Ладно, ладно, успокойся. Мы ведь практически одержали победу. Теперь, можно сказать, у нас есть и свой банк. Так что отныне мы вправе считать себя нефтяными королями. То есть мы с тобой почти, как арабские шейхи. Дело только за гаремами. Но это дело наживное.

Степашин нарочито плотоядно улыбнулся, но Буцков лишь поморщился. Степашин попробовал подойти к шефу с другой стороны:

– Во всяком случае, деньги, которые мы заработали, уже невозможно потратить. Теперь, через контролируемые нами банковские структуры мы сможем без хлопот пополнять наши специальные счета в швейцарских и люксембургских банках. Пора, Андрей, рвать когти. Лучше руководить нашей организацией с Лазурного берега, чем из тюрьмы. Это, конечно, тоже возможно, но менее комфортно. Похоже, кольцо сжимается. У нас может просто не остаться времени. – Степашин говорил горячо, но мысли свои выражал как бы в виде совета.

Буцков наконец улыбнулся. Клеопатра осторожно высунула голову из-за сейфа, принюхиваясь.

Буцков и Степашин выпили еще по рюмке. Буцков, опершись подбородком о кулак, о чем-то глубоко задумался.
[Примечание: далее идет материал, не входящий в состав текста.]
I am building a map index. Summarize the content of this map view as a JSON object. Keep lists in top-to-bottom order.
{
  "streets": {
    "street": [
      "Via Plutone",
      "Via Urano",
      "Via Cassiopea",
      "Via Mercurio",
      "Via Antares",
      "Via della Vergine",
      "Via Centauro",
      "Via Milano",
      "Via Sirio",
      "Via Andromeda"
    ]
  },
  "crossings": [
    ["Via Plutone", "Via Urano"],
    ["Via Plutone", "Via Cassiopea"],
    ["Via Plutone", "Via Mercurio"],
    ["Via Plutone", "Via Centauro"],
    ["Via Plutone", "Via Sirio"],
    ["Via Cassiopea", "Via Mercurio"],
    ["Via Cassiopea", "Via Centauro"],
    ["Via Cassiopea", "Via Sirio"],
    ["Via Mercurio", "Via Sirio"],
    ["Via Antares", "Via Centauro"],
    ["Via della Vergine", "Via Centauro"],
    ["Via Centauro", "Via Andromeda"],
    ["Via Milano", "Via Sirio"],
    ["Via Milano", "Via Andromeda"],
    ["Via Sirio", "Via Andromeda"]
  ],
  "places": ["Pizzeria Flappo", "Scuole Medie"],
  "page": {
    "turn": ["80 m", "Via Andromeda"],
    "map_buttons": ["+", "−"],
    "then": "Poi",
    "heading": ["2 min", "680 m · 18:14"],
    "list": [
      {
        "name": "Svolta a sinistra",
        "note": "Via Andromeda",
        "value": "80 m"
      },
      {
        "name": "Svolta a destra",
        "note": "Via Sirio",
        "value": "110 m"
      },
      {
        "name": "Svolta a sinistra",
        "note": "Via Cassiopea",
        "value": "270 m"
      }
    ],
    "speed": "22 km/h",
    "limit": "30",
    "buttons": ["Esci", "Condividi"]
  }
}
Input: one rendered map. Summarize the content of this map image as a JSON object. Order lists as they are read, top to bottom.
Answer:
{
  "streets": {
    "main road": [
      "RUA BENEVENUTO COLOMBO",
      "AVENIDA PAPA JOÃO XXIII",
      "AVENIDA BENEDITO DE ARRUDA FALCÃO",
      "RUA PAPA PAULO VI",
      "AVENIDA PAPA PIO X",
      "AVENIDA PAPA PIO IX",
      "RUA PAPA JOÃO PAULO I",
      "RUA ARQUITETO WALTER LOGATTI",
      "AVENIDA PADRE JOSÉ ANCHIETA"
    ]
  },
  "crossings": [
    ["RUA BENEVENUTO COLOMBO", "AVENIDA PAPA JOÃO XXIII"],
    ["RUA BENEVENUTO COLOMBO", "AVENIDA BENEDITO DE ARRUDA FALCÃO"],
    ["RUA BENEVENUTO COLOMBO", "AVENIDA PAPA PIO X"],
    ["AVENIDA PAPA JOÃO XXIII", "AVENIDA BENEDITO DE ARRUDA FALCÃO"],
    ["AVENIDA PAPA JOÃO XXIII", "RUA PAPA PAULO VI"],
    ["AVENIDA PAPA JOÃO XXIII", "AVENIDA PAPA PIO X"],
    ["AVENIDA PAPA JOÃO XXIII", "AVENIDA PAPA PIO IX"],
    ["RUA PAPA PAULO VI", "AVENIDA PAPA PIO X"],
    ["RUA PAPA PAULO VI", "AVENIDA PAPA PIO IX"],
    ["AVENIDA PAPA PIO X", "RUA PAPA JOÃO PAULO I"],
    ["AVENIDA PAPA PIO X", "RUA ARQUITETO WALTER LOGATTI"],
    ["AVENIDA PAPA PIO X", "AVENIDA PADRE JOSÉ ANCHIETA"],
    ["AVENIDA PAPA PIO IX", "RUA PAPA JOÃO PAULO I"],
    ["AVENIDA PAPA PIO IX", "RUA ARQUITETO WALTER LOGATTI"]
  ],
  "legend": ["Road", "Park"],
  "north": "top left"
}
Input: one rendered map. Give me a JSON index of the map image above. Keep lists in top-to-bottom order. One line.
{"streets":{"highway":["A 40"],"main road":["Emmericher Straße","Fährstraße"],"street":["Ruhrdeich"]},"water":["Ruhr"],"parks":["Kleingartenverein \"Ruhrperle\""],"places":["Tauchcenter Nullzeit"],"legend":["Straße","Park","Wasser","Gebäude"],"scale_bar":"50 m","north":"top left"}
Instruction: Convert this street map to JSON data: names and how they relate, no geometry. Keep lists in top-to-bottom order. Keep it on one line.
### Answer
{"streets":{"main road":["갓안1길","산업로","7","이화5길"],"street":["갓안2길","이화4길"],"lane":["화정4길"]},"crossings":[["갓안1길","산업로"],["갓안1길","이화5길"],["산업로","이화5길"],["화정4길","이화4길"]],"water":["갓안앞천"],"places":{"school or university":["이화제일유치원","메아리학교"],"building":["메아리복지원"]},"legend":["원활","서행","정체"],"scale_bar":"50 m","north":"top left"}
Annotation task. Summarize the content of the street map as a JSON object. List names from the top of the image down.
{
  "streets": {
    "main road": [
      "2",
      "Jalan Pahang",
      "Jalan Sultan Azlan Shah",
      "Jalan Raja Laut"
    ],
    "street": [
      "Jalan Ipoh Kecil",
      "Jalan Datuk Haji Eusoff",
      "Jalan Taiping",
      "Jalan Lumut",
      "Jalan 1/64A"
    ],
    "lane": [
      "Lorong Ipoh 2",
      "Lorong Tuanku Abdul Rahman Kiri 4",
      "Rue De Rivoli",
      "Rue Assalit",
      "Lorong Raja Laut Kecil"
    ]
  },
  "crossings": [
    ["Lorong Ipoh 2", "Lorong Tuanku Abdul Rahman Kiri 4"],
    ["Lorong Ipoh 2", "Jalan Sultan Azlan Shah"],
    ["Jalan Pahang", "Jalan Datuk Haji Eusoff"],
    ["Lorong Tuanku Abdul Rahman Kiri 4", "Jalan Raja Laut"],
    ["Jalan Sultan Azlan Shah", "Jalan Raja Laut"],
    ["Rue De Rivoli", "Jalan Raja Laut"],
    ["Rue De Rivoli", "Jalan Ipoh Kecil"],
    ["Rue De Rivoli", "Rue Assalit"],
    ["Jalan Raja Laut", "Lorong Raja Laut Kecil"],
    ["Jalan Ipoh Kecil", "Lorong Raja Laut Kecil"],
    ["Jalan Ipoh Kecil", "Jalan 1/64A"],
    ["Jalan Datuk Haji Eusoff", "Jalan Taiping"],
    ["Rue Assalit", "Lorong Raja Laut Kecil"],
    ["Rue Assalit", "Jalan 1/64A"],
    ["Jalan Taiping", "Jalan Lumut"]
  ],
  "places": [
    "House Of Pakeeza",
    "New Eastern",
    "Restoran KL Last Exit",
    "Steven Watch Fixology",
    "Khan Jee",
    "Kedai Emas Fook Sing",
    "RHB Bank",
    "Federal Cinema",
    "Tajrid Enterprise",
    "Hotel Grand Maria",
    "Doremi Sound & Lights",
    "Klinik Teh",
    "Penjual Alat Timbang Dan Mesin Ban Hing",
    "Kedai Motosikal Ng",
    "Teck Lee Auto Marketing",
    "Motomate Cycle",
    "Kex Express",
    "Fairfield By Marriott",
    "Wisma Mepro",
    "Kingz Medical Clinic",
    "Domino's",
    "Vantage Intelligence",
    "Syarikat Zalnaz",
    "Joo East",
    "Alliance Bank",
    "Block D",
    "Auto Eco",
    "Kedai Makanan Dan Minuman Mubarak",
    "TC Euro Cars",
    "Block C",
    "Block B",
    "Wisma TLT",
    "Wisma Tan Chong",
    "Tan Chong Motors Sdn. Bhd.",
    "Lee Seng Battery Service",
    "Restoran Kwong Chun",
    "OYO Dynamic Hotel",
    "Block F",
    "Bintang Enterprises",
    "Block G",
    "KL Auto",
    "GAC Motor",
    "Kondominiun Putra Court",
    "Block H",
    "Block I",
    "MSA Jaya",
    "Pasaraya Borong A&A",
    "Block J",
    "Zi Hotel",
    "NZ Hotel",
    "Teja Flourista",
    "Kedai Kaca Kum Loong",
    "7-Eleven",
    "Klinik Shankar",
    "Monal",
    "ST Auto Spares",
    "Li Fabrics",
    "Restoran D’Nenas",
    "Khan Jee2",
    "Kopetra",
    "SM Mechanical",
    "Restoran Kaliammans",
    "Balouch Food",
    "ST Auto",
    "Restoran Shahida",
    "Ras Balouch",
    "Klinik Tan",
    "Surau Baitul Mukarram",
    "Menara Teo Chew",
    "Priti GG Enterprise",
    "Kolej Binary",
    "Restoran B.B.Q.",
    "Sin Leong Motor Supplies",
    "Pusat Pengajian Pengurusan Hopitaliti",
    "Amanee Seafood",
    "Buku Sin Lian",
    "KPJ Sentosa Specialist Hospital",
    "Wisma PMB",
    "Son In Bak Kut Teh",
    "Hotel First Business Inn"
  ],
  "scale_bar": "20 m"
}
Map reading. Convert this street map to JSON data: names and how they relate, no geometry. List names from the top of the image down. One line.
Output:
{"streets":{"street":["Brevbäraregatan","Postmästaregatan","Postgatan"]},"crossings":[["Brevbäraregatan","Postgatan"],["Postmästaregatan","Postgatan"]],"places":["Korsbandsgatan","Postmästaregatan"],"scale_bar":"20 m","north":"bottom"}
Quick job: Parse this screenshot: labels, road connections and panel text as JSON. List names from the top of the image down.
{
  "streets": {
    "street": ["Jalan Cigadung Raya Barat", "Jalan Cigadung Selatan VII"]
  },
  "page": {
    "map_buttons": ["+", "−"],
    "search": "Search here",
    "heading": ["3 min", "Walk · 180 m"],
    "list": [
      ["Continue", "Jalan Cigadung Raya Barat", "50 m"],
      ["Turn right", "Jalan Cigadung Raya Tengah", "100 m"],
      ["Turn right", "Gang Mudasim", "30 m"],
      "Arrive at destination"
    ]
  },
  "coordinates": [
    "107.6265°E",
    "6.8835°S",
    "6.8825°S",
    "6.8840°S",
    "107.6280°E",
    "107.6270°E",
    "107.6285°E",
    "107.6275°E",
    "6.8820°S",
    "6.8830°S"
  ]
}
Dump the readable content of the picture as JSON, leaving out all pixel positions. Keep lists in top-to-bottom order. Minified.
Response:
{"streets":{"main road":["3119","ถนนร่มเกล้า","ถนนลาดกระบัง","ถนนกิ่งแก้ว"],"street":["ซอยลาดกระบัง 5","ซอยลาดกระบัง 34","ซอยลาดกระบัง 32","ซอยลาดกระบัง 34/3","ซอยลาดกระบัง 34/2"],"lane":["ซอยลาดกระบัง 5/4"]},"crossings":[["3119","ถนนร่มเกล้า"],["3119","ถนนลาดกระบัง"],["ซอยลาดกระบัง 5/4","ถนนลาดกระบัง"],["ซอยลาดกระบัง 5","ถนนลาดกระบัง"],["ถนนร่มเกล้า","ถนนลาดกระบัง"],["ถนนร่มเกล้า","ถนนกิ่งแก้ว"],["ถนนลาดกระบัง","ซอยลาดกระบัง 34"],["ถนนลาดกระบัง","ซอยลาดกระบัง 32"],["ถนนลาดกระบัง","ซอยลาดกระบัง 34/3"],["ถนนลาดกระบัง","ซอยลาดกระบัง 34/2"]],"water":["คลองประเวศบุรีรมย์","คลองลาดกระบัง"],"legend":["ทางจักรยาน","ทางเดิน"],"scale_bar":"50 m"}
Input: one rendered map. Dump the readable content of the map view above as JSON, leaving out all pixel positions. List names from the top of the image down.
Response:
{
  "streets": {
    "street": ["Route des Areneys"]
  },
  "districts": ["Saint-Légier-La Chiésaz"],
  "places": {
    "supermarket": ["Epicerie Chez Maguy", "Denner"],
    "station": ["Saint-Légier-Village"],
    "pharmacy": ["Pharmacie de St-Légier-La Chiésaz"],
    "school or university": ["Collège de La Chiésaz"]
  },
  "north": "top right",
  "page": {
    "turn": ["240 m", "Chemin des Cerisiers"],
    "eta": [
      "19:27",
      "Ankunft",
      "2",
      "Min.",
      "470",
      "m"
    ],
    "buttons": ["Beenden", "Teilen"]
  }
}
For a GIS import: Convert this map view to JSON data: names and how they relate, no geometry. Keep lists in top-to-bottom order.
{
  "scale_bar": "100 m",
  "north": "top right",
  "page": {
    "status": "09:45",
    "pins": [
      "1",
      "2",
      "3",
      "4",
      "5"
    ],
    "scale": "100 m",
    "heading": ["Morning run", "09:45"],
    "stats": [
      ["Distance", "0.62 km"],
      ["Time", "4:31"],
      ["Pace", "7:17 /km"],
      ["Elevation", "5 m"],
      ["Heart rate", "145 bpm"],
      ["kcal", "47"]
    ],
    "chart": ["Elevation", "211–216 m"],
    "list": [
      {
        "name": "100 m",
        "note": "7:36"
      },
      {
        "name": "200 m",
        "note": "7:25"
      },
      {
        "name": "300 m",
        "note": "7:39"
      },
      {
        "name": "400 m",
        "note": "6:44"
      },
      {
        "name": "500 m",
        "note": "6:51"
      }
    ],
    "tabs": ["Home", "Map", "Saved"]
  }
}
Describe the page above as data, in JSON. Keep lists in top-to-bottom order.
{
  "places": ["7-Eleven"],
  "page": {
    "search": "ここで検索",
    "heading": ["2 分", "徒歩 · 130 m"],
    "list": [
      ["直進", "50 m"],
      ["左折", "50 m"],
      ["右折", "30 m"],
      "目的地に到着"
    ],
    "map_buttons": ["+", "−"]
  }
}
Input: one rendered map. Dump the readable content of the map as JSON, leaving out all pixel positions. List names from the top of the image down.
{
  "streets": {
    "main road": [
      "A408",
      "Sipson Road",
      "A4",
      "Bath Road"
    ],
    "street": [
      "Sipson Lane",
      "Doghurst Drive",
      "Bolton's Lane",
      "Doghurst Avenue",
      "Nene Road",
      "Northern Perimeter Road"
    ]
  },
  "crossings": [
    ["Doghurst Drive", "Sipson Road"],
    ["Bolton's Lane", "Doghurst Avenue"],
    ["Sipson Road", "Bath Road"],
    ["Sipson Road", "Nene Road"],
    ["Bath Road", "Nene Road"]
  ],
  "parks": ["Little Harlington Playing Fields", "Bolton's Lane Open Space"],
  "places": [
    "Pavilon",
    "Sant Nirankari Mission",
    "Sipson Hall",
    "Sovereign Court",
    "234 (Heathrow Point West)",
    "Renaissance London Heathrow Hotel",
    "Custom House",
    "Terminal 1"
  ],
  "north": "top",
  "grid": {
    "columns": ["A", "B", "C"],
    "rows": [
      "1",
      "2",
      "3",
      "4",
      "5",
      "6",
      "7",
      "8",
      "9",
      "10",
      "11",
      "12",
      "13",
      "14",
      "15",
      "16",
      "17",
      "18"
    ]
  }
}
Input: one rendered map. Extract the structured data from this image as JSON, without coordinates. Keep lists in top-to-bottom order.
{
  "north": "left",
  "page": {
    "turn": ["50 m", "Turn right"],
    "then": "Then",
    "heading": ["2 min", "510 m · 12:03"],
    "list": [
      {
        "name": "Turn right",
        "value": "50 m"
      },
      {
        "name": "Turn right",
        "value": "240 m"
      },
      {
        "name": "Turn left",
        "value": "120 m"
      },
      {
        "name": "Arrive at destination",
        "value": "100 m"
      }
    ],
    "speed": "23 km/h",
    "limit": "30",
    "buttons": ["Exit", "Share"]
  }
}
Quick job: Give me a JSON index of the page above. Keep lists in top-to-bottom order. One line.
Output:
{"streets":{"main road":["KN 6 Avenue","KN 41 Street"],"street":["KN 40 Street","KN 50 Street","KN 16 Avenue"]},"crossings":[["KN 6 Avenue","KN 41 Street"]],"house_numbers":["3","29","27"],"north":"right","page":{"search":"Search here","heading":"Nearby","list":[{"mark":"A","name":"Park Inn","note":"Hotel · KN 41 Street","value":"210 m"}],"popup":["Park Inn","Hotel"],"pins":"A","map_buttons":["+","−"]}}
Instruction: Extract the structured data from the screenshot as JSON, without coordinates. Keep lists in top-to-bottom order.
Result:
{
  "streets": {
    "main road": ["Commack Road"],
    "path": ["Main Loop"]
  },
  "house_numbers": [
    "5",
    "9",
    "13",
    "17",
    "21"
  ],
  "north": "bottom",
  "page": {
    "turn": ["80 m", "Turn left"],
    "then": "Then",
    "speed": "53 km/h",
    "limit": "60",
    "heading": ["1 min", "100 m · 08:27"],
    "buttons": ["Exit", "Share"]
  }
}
Степашин ему не мешал, зная, что в такие моменты Андрей Леонидович принимает решения.

– Все-таки я настаиваю на том, что его надо убрать, – наконец сказал он, и в голосе его особенно отчетливо зазвучали металлические нотки. – Все, что ты говоришь, конечно, правильно и верно. Когти надо рвать, но только заплатив по оставшимся счетам. Я не могу простить того, что из-за них нам придется хотя бы на время отказаться от легальной борьбы за власть.

– Андрей, подумай, они же всех на уши поставят! Всю милицию, ОМОН, прокуратуру... Да еще, того и гляди, ведомство моего однофамильца подключат. А с ФСК и вовсе шутить не следует.

– Он со мной говорил как с какой-то швалью!

Буцков стиснул рюмку с такой силой, что она треснула в его ладони. Он стряхнул осколки в корзину для бумаг.

– Такое я не могу простить... Всякий паршивый следователишка будет еще на меня свысока поглядывать? Ну нет, не бывать этому. Только на сей раз поручи это дело не этим безмозглым идиотам, которые промахнулись с рыжим шутом из ментарни, а Доле. Доля промахов не делает. А мы тем временем отсидимся на даче и посмотрим, как дело будет разворачиваться. Тем более что я хочу проследить за переправкой картин до конца. Чтобы быть уверенным, что в официальной нашей резиденции на Лазурном берегу холлы и гостиные будут оформлены хорошей живописью.

– Нет, Андрей, от картин на Западе лучше побыстрее избавиться. Продать через подставных лиц в «черные» коллекции. Я же вам не зря расхваливал свою тетку Наталью Юрьевну – она своего рода гений этого дела. Что-нибудь продать-перепродать, да не остаться внакладе. Она уже с этой американки столько долларов настригла, а та платит и платит. Думает, вернутся к ней баксы сторицей. Но я-то знаю – от моей тетки никому ничего не возвращается.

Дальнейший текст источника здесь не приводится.